Using the data below, gather each line that includes the word "canvas".
(SUPPLIED RECORDS Opens)
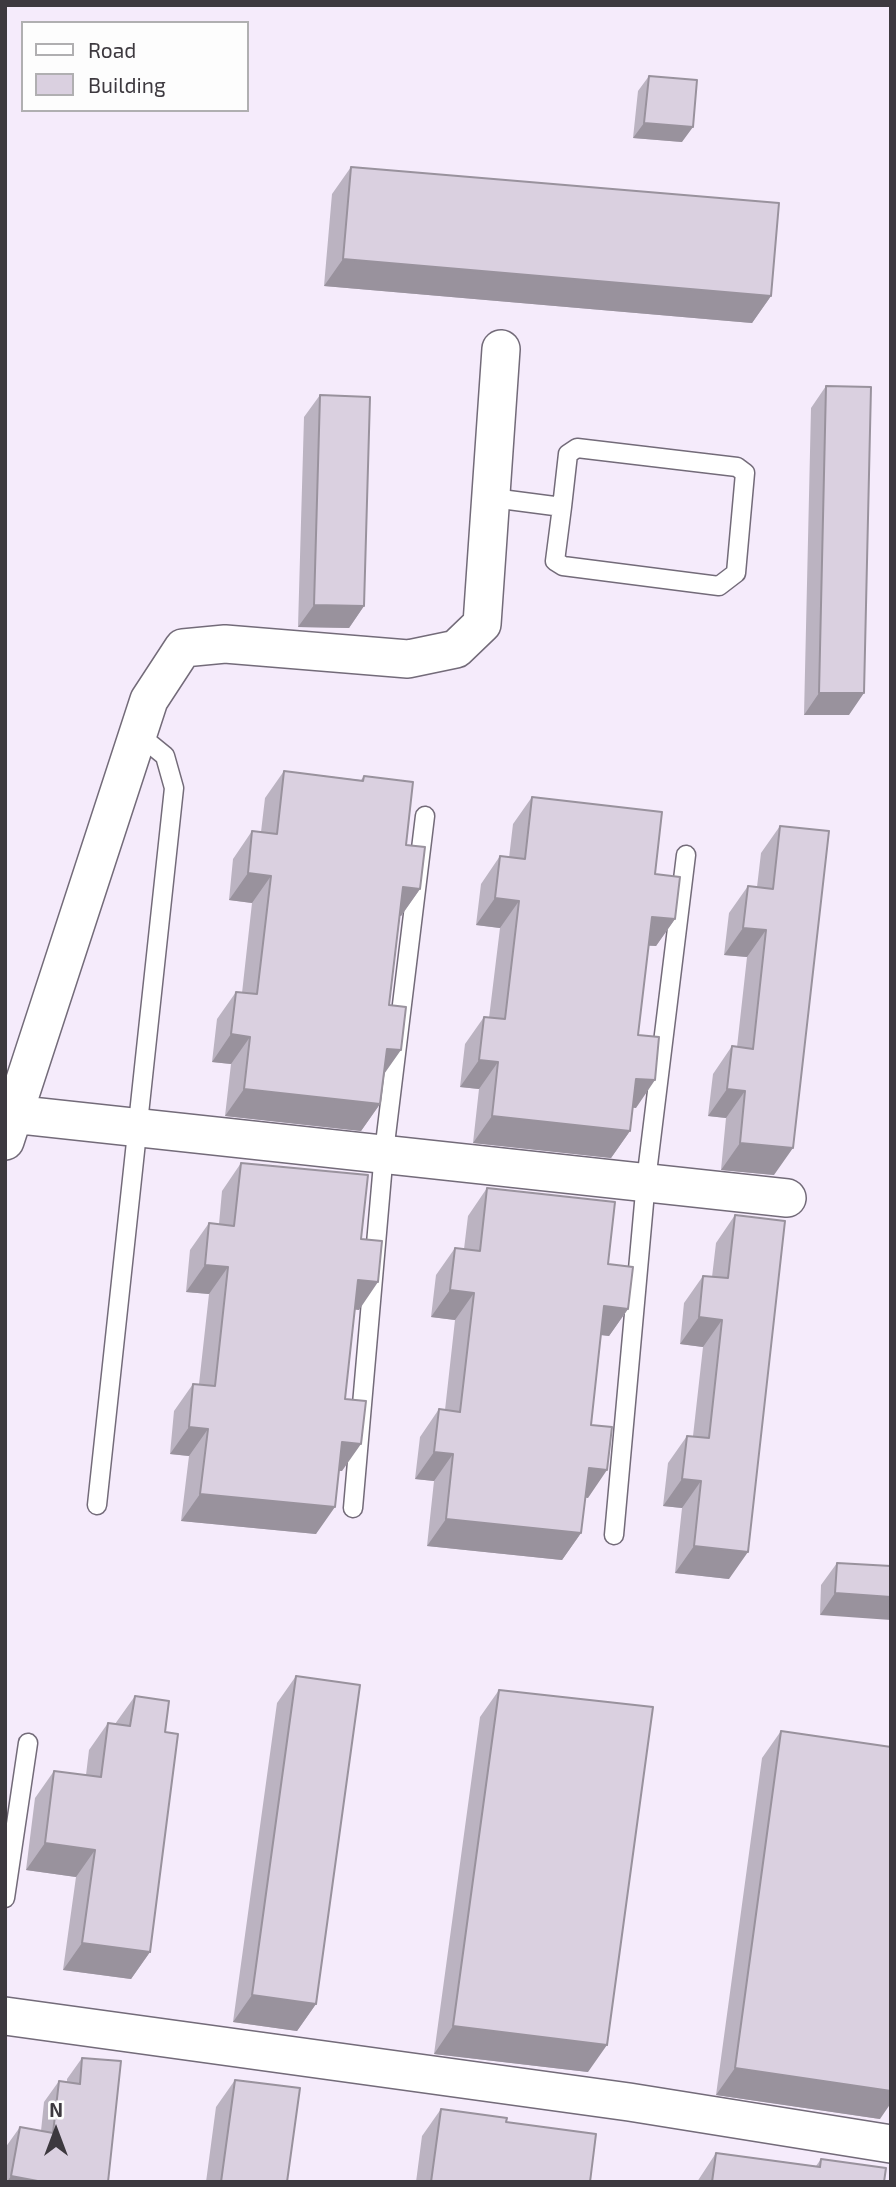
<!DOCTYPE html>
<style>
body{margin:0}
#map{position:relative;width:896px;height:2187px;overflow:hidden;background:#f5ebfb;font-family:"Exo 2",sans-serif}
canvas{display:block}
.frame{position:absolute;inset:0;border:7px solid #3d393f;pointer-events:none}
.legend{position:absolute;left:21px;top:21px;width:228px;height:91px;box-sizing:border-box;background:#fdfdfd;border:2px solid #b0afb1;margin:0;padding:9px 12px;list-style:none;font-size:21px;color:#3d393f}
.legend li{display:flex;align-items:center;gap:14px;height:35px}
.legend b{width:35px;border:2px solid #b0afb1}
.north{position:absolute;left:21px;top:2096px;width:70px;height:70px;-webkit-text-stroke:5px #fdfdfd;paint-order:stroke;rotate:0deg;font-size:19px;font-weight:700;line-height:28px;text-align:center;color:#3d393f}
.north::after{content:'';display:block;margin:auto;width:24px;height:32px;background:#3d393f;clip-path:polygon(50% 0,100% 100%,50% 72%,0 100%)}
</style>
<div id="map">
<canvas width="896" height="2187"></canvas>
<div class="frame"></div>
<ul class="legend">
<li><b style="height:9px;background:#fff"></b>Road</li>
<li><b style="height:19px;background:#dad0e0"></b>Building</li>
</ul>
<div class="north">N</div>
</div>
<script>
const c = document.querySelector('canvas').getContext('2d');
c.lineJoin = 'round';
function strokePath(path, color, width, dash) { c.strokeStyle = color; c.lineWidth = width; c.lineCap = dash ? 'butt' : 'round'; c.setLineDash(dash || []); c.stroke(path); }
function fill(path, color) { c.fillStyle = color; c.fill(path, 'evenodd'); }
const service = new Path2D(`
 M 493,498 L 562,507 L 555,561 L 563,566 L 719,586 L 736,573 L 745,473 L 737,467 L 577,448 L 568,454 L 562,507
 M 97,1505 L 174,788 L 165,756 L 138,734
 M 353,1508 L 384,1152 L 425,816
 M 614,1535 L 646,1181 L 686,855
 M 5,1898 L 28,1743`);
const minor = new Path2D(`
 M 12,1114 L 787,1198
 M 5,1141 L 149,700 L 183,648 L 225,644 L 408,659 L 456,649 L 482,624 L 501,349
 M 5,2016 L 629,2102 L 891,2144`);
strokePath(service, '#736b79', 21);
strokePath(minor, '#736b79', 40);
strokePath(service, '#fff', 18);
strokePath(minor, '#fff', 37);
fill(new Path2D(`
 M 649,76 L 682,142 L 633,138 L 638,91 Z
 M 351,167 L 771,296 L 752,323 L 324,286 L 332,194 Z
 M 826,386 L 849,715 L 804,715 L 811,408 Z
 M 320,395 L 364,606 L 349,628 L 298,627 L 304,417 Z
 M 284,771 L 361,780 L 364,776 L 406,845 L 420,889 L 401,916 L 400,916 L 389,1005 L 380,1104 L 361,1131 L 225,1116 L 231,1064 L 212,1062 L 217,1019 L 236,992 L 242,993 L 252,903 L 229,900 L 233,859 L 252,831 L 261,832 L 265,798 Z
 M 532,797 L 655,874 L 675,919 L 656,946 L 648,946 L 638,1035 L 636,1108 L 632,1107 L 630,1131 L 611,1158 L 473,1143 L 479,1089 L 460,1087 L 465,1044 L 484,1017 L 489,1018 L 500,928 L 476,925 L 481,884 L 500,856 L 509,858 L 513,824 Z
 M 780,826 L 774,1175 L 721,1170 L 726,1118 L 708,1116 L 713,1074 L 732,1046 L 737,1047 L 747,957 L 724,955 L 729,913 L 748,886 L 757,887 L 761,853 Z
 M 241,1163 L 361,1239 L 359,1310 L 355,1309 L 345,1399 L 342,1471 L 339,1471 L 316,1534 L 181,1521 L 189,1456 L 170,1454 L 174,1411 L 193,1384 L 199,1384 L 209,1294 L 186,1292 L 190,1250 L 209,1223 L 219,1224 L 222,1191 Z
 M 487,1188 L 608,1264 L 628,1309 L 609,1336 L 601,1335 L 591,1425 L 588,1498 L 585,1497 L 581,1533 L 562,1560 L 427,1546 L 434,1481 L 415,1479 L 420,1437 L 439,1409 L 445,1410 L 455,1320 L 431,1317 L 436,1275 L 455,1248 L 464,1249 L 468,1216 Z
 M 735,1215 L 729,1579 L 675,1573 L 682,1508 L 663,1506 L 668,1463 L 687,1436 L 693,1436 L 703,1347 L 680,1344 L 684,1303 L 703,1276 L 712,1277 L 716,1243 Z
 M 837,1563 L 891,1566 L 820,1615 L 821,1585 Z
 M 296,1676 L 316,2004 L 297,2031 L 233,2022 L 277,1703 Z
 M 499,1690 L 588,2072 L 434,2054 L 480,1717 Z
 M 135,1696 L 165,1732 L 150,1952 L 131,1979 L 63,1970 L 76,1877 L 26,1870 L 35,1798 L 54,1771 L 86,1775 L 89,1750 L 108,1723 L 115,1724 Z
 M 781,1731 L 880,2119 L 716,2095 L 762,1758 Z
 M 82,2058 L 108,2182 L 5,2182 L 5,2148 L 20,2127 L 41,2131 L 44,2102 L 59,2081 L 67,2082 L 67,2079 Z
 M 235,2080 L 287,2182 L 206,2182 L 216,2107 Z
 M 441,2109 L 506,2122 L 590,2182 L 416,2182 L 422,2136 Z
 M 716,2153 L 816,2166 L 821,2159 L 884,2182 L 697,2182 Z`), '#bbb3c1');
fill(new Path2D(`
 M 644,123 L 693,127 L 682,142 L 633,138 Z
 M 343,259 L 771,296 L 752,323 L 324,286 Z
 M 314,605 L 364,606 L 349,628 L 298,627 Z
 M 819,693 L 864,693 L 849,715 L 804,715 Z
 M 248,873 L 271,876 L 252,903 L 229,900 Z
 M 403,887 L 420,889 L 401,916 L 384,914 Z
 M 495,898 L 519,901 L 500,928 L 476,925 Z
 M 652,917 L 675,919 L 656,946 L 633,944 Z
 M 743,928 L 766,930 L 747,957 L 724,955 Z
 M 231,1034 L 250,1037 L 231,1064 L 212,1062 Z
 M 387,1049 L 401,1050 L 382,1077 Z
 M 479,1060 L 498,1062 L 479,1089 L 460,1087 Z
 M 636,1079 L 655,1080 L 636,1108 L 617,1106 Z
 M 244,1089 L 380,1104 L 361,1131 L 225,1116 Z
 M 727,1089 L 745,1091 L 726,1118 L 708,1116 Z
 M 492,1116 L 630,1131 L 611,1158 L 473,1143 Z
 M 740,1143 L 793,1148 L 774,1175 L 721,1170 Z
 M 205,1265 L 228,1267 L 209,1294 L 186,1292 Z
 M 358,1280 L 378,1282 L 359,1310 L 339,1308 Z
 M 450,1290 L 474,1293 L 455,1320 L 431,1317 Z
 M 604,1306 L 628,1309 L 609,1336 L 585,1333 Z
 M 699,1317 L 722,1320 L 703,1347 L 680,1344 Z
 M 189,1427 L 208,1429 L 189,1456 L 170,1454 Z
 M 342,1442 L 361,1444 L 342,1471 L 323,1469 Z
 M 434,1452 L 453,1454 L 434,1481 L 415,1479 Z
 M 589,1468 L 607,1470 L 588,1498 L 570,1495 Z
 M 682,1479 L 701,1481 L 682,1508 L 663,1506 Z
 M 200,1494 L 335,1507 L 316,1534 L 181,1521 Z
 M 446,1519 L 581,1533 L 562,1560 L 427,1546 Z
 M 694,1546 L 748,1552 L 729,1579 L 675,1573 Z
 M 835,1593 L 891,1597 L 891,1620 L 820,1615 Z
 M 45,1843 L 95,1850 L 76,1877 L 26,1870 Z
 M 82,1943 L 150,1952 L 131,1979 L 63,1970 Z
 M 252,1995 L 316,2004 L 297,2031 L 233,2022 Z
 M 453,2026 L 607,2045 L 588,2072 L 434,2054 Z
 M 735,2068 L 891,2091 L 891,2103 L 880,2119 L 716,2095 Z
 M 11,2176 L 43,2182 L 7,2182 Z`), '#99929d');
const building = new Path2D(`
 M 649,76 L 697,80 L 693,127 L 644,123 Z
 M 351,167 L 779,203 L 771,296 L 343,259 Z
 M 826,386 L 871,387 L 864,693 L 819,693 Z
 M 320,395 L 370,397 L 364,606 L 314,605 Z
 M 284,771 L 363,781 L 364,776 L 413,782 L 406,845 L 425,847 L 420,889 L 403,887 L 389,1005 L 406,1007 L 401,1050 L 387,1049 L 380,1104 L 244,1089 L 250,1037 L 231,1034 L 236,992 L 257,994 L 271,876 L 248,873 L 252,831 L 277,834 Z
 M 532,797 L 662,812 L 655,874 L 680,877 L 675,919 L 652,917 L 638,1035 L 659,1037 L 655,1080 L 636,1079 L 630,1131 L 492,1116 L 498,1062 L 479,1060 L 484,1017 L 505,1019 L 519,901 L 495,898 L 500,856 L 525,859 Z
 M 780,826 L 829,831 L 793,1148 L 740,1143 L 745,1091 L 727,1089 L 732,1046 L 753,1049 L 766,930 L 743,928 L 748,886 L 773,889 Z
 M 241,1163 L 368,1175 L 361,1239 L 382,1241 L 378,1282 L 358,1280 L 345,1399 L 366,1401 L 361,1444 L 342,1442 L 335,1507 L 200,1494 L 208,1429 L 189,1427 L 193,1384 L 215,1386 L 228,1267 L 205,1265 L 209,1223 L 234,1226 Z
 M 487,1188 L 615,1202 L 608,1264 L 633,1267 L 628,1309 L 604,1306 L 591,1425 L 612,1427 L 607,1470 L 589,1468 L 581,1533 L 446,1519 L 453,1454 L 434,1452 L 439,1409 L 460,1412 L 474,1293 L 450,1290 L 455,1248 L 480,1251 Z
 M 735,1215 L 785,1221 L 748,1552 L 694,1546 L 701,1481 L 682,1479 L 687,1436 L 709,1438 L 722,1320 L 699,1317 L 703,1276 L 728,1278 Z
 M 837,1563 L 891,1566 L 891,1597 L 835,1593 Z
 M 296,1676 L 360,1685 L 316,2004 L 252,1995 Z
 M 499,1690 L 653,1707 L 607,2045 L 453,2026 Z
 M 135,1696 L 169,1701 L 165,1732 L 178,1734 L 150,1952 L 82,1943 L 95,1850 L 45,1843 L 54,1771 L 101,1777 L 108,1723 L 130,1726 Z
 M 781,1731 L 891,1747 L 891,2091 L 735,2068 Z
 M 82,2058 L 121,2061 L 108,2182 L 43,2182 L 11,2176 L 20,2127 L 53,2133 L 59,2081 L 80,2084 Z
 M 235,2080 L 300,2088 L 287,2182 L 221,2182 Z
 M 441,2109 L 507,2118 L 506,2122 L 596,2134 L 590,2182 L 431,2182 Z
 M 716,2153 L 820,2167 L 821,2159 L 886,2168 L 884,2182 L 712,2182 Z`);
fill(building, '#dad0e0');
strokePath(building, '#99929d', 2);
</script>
(SUPPLIED RECORDS Closes)
### EXPECTED OUTPUT
canvas{display:block}
<canvas width="896" height="2187"></canvas>
const c = document.querySelector('canvas').getContext('2d');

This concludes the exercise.